La svolta giudiziaria conferma il quadro che i carabinieri avevano delineato in poche ore, grazie a un’indagine rapidissima condotta dalla Compagnia di Ivrea, guidata dal capitano Armir Gjeci, con il supporto del Reparto Operativo di Torino e delle unità cinofile di Volpiano. Fondamentali, in questo lavoro, le telecamere comunali e private, che hanno ripreso l’intera sequenza dell’agguato: dall’arrivo del commando in corso Matteotti alla fuga precipitosa a bordo dell’auto.
Tutto era accaduto pochi minuti prima delle 22. Quattro uomini scendono da una macchina a pochi metri dal Municipio, aprono il fuoco a volto scoperto e colpiscono D’Angelo al volto, all’addome e a una gamba. Con lui c’era il figlio Giuseppe, rimasto illeso. La moglie e il ragazzo lo hanno caricato in auto e portato al pronto soccorso di Cuorgnè; da lì, vista la gravità delle ferite, il trasferimento d’urgenza in elisoccorso alle Molinette di Torino. Dopo un lungo intervento chirurgico, la prognosi resta riservata: l’uomo continua a lottare tra la vita e la morte.

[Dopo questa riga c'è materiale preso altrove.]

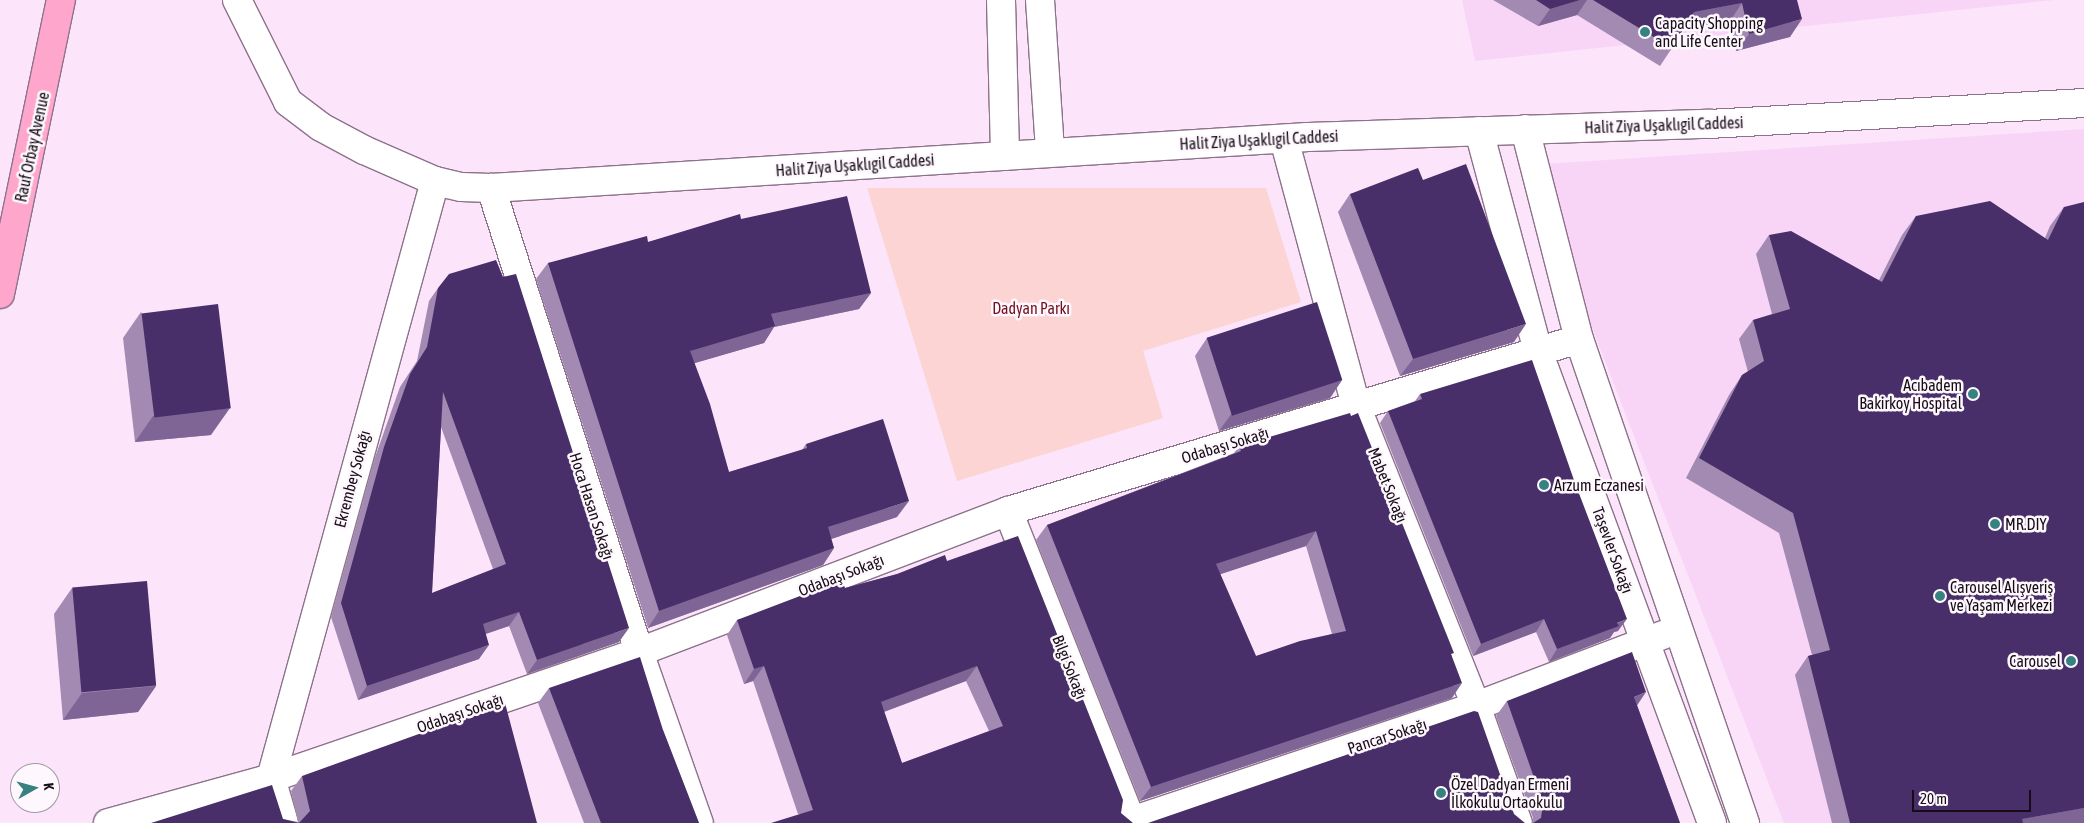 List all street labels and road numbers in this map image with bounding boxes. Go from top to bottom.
street label: Rauf Orbay Avenue [11,90,53,204]
street label: Halit Ziya Uşaklıgil Caddesi [1584,113,1744,137]
street label: Halit Ziya Uşaklıgil Caddesi [1179,126,1339,154]
street label: Halit Ziya Uşaklıgil Caddesi [775,150,935,180]
street label: Odabaşı Sokağı [1179,423,1271,467]
street label: Ekrembey Sokağı [330,428,374,530]
street label: Mabet Sokağı [1364,445,1412,525]
street label: Hoca Hasan Sokağı [566,450,618,562]
street label: Taşevler Sokağı [1589,504,1637,596]
street label: Odabaşı Sokağı [795,550,887,600]
street label: Bilgi Sokağı [1048,632,1092,702]
street label: Odabaşı Sokağı [414,689,506,737]
street label: Pancar Sokağı [1345,714,1429,758] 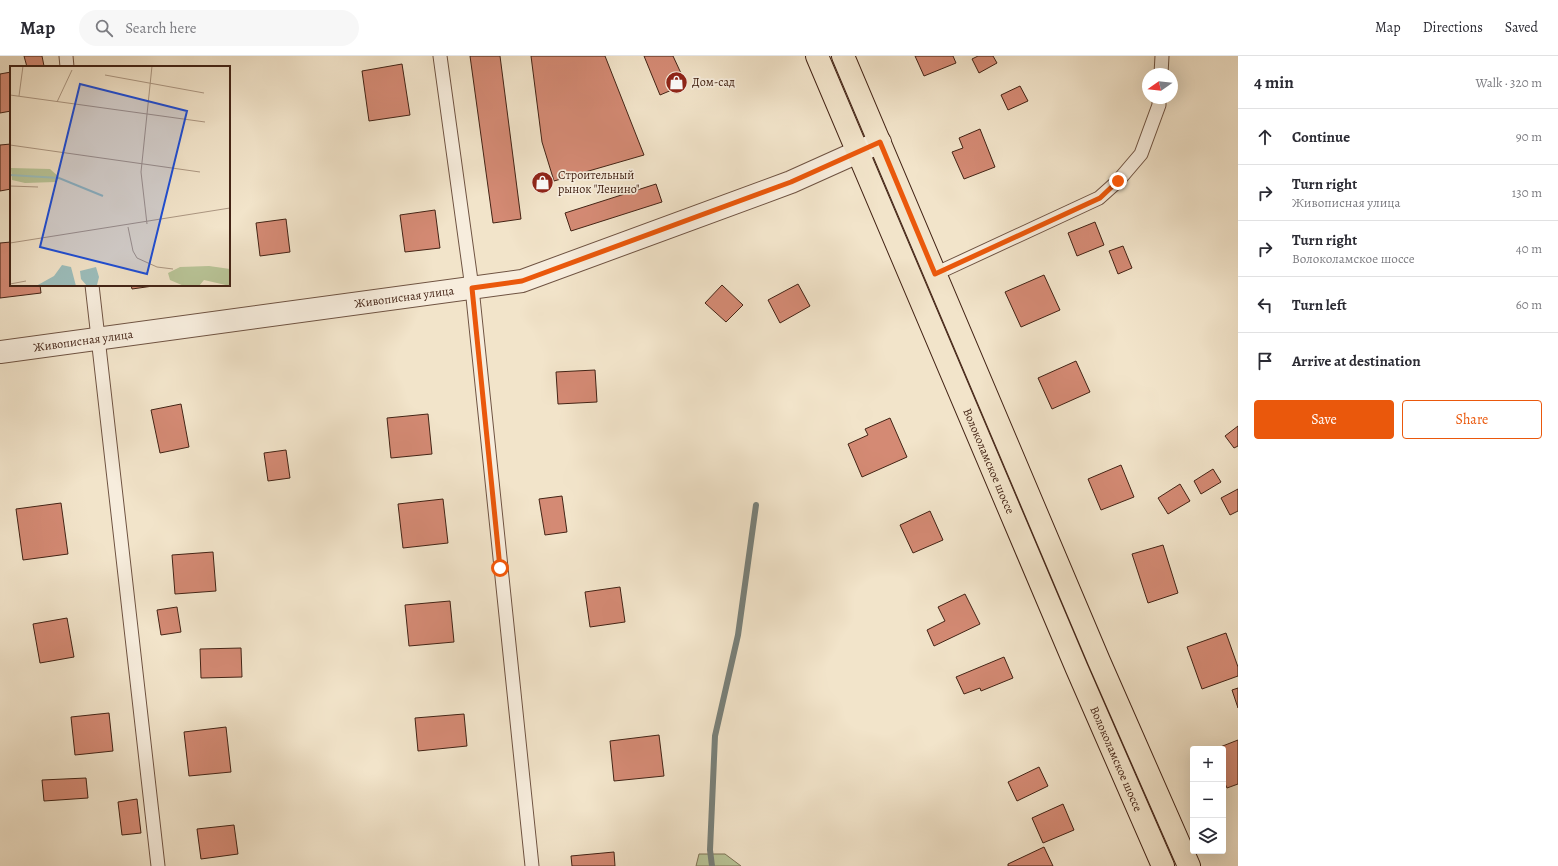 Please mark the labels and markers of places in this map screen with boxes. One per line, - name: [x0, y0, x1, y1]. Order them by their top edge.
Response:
- shop icon: Дом-сад: [663, 69, 689, 95]
- place label: Дом-сад: [692, 74, 735, 90]
- place label: Строительный рынок "Ленино": [558, 167, 640, 197]
- shop icon: Строительный рынок "Ленино": [529, 169, 555, 195] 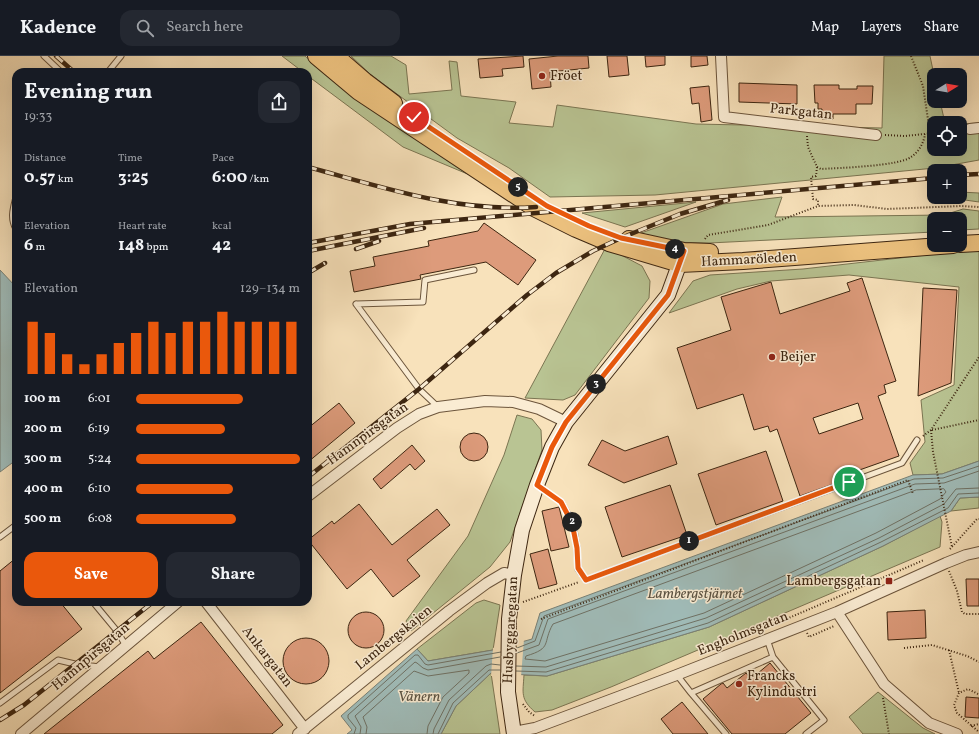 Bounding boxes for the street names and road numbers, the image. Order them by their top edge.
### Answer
street label: Parkgatan [769,99,833,125]
street label: Hammaröleden [700,248,798,272]
street label: Hamnpirsgatan [323,398,413,470]
street label: Husbyggaregatan [499,576,523,684]
street label: Lambergskajen [351,601,437,675]
street label: Engholmsgatan [695,607,791,661]
street label: Hamnpirsgatan [48,619,134,695]
street label: Ankargatan [237,622,297,692] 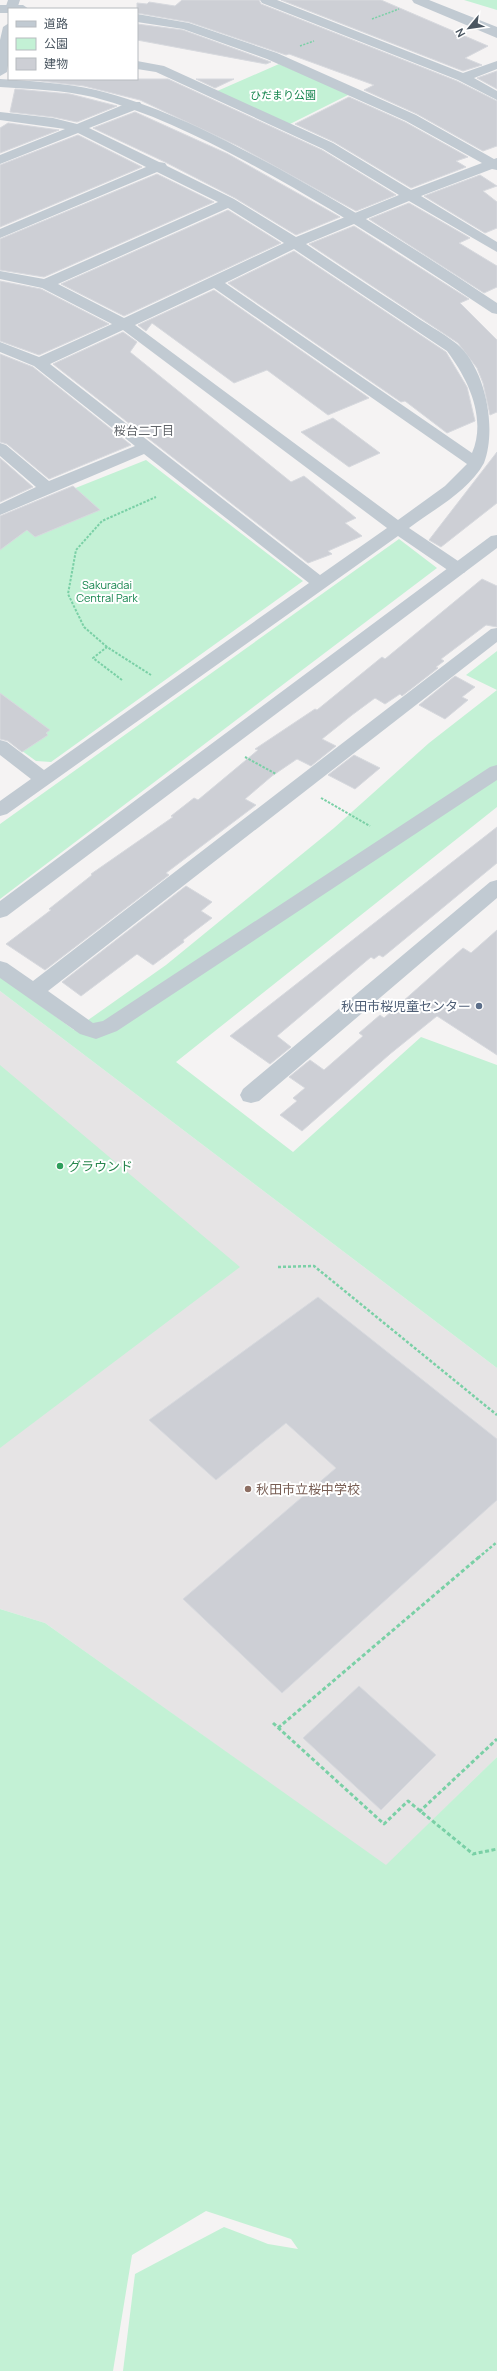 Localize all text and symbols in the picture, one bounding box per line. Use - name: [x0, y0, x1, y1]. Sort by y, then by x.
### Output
- legend: [8, 8, 138, 80]
- north arrow: [449, 8, 489, 48]
- text: 道路: [44, 15, 68, 32]
- text: N: [451, 26, 468, 40]
- text: 公園: [44, 35, 68, 52]
- text: 建物: [44, 55, 68, 72]
- park label: ひだまり公園: [250, 87, 316, 102]
- district label: 桜台二丁目: [114, 422, 174, 439]
- park label: Sakuradai Central Park: [76, 577, 138, 605]
- place label: 秋田市桜児童センター: [341, 997, 471, 1015]
- marker: 秋田市桜児童センター: [474, 1001, 484, 1011]
- place label: グラウンド: [68, 1157, 133, 1175]
- marker: グラウンド: [55, 1161, 65, 1171]
- place label: 秋田市立桜中学校: [256, 1480, 360, 1498]
- marker: 秋田市立桜中学校: [243, 1484, 253, 1494] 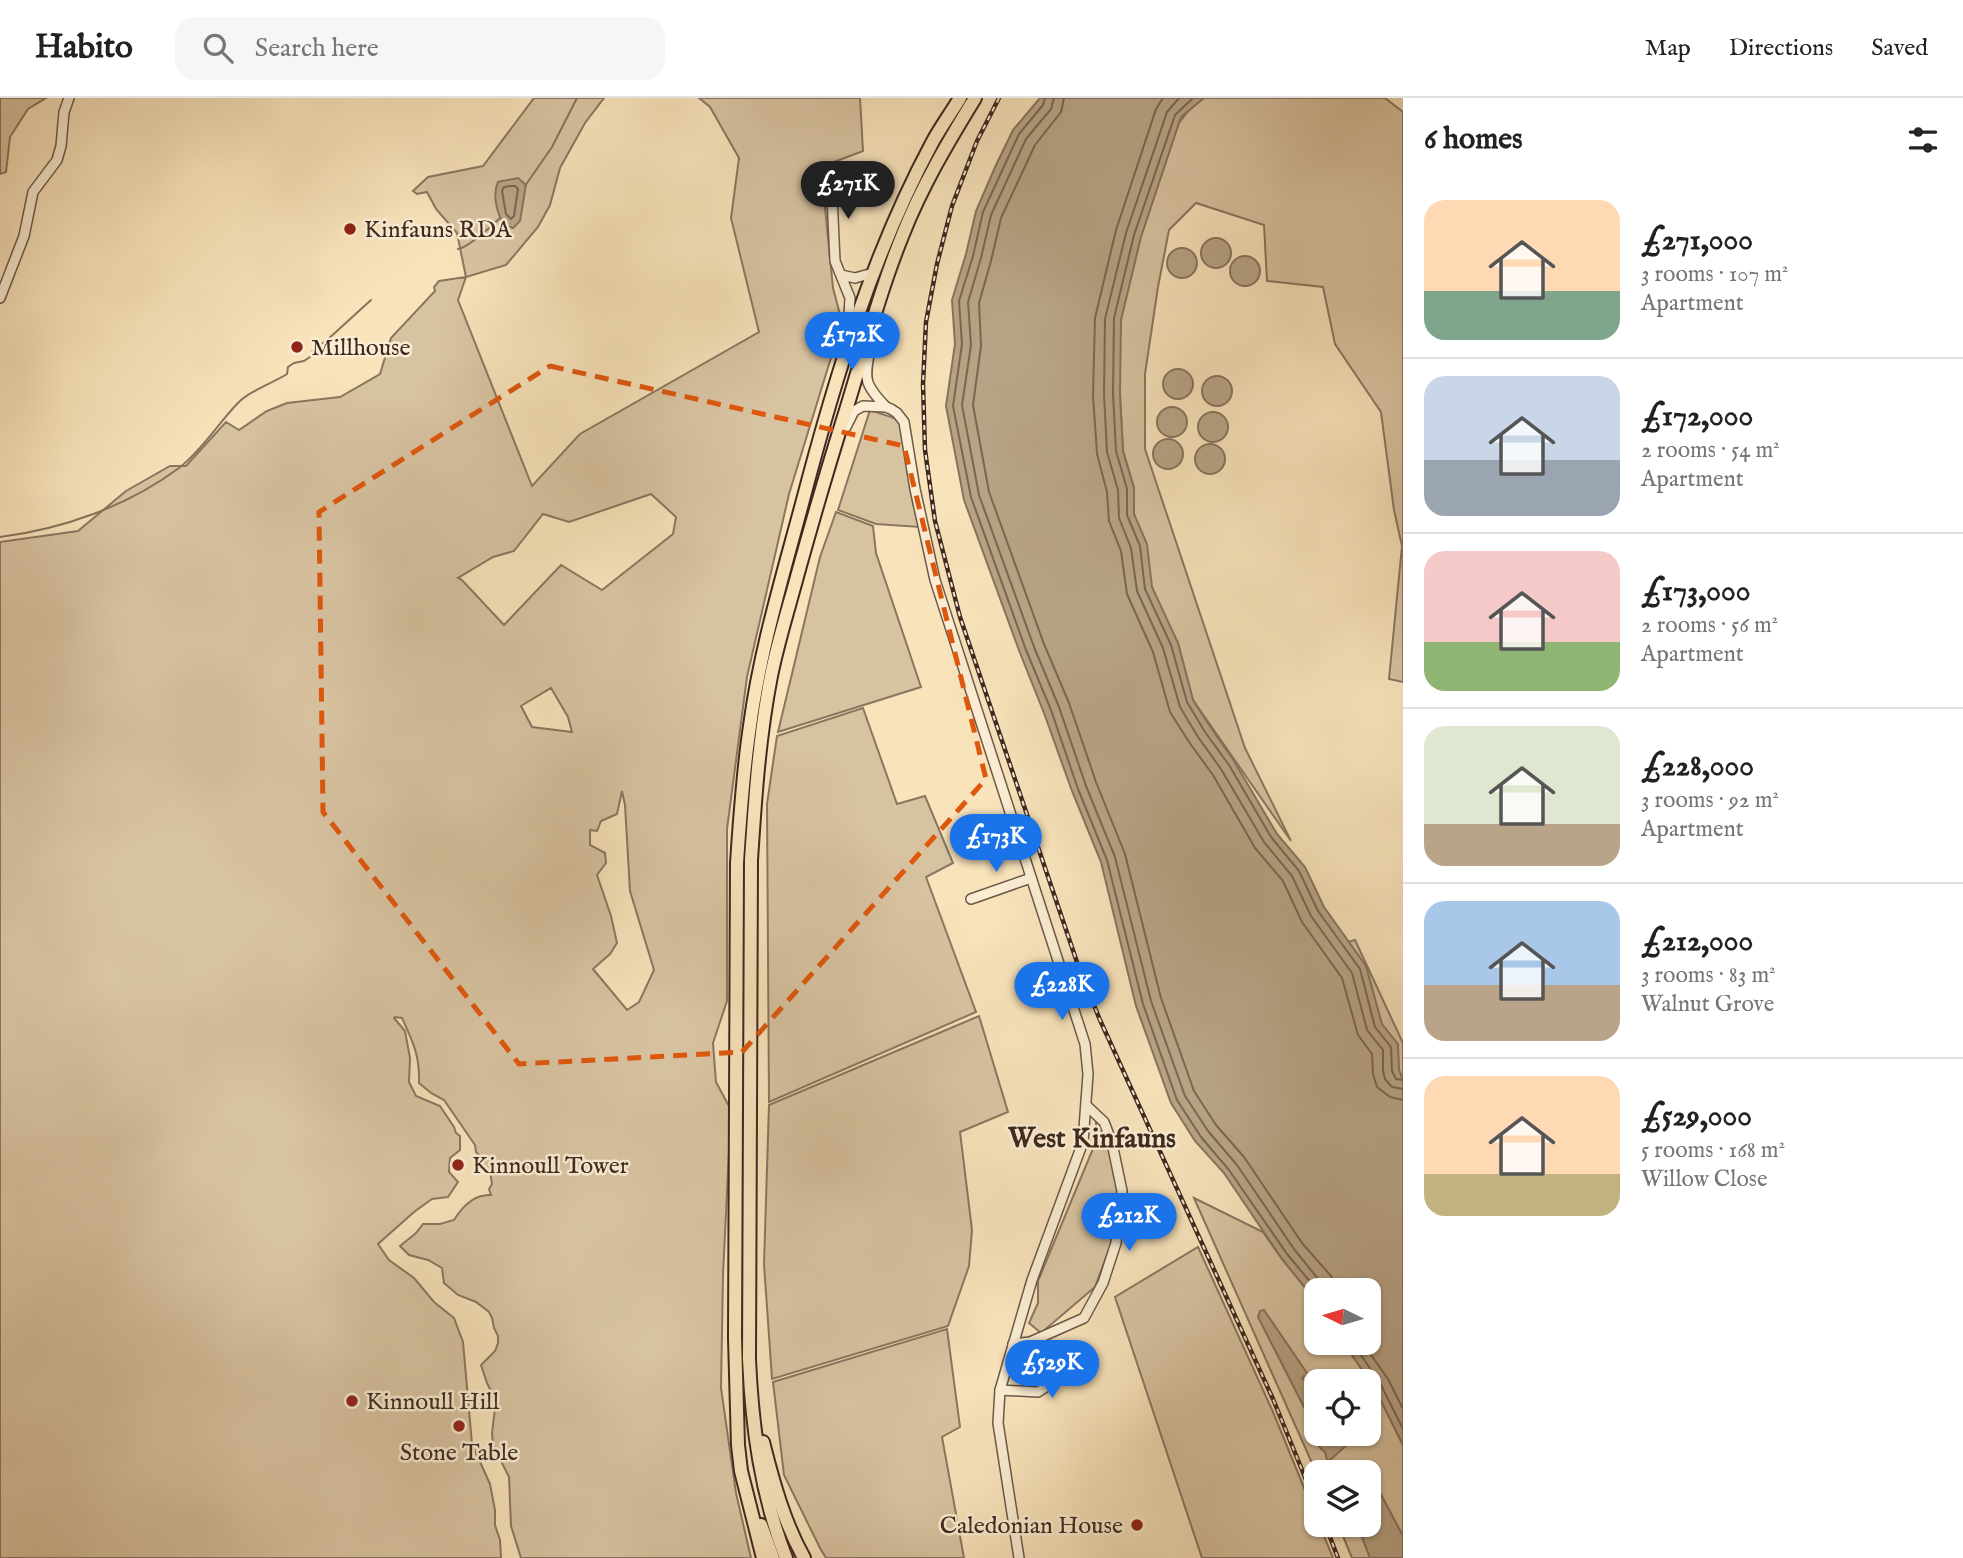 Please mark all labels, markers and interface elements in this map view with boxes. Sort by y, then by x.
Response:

Le indagini non si sono limitate ai video. Durante le perquisizioni, i carabinieri hanno trovato a casa di Colosimo un arsenale: tre pistole cariche e funzionanti, cui se ne sono aggiunte altre recuperate successivamente e ora al vaglio della balistica. Un dettaglio che conferma la natura pianificata e tutt’altro che improvvisata della spedizione armata.
Quanto al movente, la Procura di Ivrea ha escluso collegamenti con organizzazioni criminali. L’origine della faida sarebbe piuttosto in rancori personali e tensioni familiari stratificate da anni: litigi tra figli, atti vandalici, screzi mai sopiti. Vecchie ferite che il 18 settembre sono deflagrate con la brutalità delle armi.
Favria, intanto, resta attonita, a tra l’angoscia per la sorte di Giovanni D’Angelo e lo shock di aver visto la propria normalità distrutta da nove colpi di pistola.